A review by gnatroberts
The Battle for Spain: The Spanish Civil War 1936-1939 by Antony Beevor

3.0

Beevor's account of the Spanish Civil War is so thoroughly researched that it deserves to be called comprehensive, but unfortunately the book is tainted by many of the logical fallacies all too common among authors who claim without ideology. The largest of which, is the claim that ANYONE can write without ideology. Ideology is the lens through which we see the world, the schema into which we fit all new information. To claim objectivity is simply a cover for ideology, it's better to be open about how you will approach to information. That way you can be aware of the mistakes you're likely to make, and the reader can at least trust that they know where you're coming from. The non-ideology ideology that Beevor describes in his introduction to the book is closely tied to what's commonly called "nihilistic centrism," a poorly thought out morass of wishy-washy prejudices best left to a South Park episode.

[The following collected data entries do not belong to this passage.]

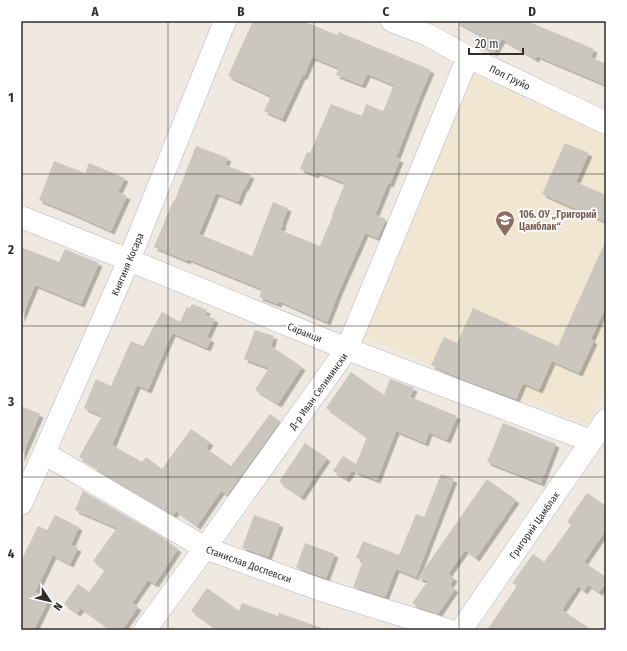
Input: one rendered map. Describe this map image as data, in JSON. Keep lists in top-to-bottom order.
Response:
{
  "streets": {
    "street": [
      "Поп Груйо",
      "Княгиня Косара",
      "Саранци",
      "Д-р Иван Селимински",
      "Григорий Цамблак",
      "Станислав Доспевски"
    ]
  },
  "crossings": [
    ["Поп Груйо", "Д-р Иван Селимински"],
    ["Княгиня Косара", "Саранци"],
    ["Княгиня Косара", "Станислав Доспевски"],
    ["Саранци", "Д-р Иван Селимински"],
    ["Саранци", "Григорий Цамблак"],
    ["Д-р Иван Селимински", "Станислав Доспевски"]
  ],
  "places": {
    "school or university": ["106. ОУ „Григорий Цамблак“"]
  },
  "scale_bar": "20 m",
  "north": "bottom right",
  "grid": {
    "columns": [
      "A",
      "B",
      "C",
      "D"
    ],
    "rows": [
      "1",
      "2",
      "3",
      "4"
    ]
  }
}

The problems with this allegedly "non-ideological" ideology are readily apparent in the way Beevor frames ideological differences and describes the persons involved in the war. Often, Fascists are described as genteel or refined and their objectionable politics come as a shock to the narrator, much like a serial killer's neighbors bemoaning "He was such a nice young man!" Most socialists and communists are framed as ambitious and power-hungry, and doubtless some were (especially by the end of the war) but not all. Their ideological differences are dismissed and their actions accredited to personal motives. Beevor presents the anarchists sympathetically, but patronizingly. It seems at best the anarchists were good natured idealists incapable running an effective state. This despite the effectiveness of the anarchist administration of Catalonia before liberal and communist elements of the Republic interfered. All of this is capped off by Beevor's final chapter, in which he eschews assigning motives to fascists to avoid becoming "a long-distance psychiatrist." I don't think that Beevor is in anyway sympathetic to the Fascists or Fascism as an ideology, far from it. But by failing to recognize and accept his own frame of reference, he's let himself overcompensate for our natural distaste for the Fascists in an attempt to present "both sides equally." The rejection of ideological analysis does not further the academic rigidity of Beevor's work, instead it hampers it.